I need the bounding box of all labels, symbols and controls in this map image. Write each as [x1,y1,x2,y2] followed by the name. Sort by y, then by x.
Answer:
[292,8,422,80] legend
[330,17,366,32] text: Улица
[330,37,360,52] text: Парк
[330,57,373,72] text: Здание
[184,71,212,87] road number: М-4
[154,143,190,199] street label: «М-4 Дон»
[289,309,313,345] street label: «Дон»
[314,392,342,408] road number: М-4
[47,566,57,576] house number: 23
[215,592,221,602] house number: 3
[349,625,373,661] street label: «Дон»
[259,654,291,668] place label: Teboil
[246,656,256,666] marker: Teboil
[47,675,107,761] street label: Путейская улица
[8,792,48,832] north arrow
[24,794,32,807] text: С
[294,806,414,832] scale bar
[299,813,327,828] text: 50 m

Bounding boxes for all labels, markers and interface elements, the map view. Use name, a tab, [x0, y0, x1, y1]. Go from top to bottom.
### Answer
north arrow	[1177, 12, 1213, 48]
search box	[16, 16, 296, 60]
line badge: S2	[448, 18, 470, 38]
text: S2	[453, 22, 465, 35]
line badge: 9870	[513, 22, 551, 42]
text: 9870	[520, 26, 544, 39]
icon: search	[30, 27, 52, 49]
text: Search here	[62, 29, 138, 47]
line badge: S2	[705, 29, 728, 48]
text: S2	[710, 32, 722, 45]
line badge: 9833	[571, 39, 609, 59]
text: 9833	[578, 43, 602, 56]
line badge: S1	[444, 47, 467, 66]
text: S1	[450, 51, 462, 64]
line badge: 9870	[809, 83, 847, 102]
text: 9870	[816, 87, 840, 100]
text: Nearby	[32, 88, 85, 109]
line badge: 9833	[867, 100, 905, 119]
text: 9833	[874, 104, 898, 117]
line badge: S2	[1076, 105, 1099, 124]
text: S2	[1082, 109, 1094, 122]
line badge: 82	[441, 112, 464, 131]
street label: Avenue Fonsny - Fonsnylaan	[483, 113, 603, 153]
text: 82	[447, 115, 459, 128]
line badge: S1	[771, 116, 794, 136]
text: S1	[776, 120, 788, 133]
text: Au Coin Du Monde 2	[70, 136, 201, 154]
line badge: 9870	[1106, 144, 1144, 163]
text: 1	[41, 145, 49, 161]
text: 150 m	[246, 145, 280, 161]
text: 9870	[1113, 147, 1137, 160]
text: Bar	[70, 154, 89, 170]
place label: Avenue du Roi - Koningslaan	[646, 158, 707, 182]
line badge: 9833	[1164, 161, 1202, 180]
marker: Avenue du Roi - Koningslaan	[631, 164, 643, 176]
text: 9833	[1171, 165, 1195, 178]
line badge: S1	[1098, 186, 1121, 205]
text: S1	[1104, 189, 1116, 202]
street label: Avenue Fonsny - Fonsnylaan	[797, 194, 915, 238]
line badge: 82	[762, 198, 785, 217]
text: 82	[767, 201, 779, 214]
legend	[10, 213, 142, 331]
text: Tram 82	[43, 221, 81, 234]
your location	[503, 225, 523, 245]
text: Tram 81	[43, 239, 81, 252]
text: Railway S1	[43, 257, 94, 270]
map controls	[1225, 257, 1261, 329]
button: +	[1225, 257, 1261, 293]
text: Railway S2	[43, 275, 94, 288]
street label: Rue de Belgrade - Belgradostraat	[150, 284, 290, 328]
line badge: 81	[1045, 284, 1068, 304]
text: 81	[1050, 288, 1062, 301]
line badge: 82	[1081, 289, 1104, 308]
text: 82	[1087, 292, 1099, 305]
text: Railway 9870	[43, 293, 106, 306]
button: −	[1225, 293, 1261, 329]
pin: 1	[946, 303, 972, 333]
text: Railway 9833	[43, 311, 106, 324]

· · · ·

Work item: Repeat the listing above line by line, exactly as written.

Expected answer:
I need the bounding box of all labels, symbols and controls in this map image. Write each as [x1,y1,x2,y2] followed by the name. Sort by y, then by x.
Answer:
[292,8,422,80] legend
[330,17,366,32] text: Улица
[330,37,360,52] text: Парк
[330,57,373,72] text: Здание
[184,71,212,87] road number: М-4
[154,143,190,199] street label: «М-4 Дон»
[289,309,313,345] street label: «Дон»
[314,392,342,408] road number: М-4
[47,566,57,576] house number: 23
[215,592,221,602] house number: 3
[349,625,373,661] street label: «Дон»
[259,654,291,668] place label: Teboil
[246,656,256,666] marker: Teboil
[47,675,107,761] street label: Путейская улица
[8,792,48,832] north arrow
[24,794,32,807] text: С
[294,806,414,832] scale bar
[299,813,327,828] text: 50 m

Bounding boxes for all labels, markers and interface elements, the map view. Use name, a tab, [x0, y0, x1, y1]. Go from top to bottom.
### Answer
north arrow	[1177, 12, 1213, 48]
search box	[16, 16, 296, 60]
line badge: S2	[448, 18, 470, 38]
text: S2	[453, 22, 465, 35]
line badge: 9870	[513, 22, 551, 42]
text: 9870	[520, 26, 544, 39]
icon: search	[30, 27, 52, 49]
text: Search here	[62, 29, 138, 47]
line badge: S2	[705, 29, 728, 48]
text: S2	[710, 32, 722, 45]
line badge: 9833	[571, 39, 609, 59]
text: 9833	[578, 43, 602, 56]
line badge: S1	[444, 47, 467, 66]
text: S1	[450, 51, 462, 64]
line badge: 9870	[809, 83, 847, 102]
text: 9870	[816, 87, 840, 100]
text: Nearby	[32, 88, 85, 109]
line badge: 9833	[867, 100, 905, 119]
text: 9833	[874, 104, 898, 117]
line badge: S2	[1076, 105, 1099, 124]
text: S2	[1082, 109, 1094, 122]
line badge: 82	[441, 112, 464, 131]
street label: Avenue Fonsny - Fonsnylaan	[483, 113, 603, 153]
text: 82	[447, 115, 459, 128]
line badge: S1	[771, 116, 794, 136]
text: S1	[776, 120, 788, 133]
text: Au Coin Du Monde 2	[70, 136, 201, 154]
line badge: 9870	[1106, 144, 1144, 163]
text: 1	[41, 145, 49, 161]
text: 150 m	[246, 145, 280, 161]
text: 9870	[1113, 147, 1137, 160]
text: Bar	[70, 154, 89, 170]
place label: Avenue du Roi - Koningslaan	[646, 158, 707, 182]
line badge: 9833	[1164, 161, 1202, 180]
marker: Avenue du Roi - Koningslaan	[631, 164, 643, 176]
text: 9833	[1171, 165, 1195, 178]
line badge: S1	[1098, 186, 1121, 205]
text: S1	[1104, 189, 1116, 202]
street label: Avenue Fonsny - Fonsnylaan	[797, 194, 915, 238]
line badge: 82	[762, 198, 785, 217]
text: 82	[767, 201, 779, 214]
legend	[10, 213, 142, 331]
text: Tram 82	[43, 221, 81, 234]
your location	[503, 225, 523, 245]
text: Tram 81	[43, 239, 81, 252]
text: Railway S1	[43, 257, 94, 270]
map controls	[1225, 257, 1261, 329]
button: +	[1225, 257, 1261, 293]
text: Railway S2	[43, 275, 94, 288]
street label: Rue de Belgrade - Belgradostraat	[150, 284, 290, 328]
line badge: 81	[1045, 284, 1068, 304]
text: 81	[1050, 288, 1062, 301]
line badge: 82	[1081, 289, 1104, 308]
text: 82	[1087, 292, 1099, 305]
text: Railway 9870	[43, 293, 106, 306]
button: −	[1225, 293, 1261, 329]
pin: 1	[946, 303, 972, 333]
text: Railway 9833	[43, 311, 106, 324]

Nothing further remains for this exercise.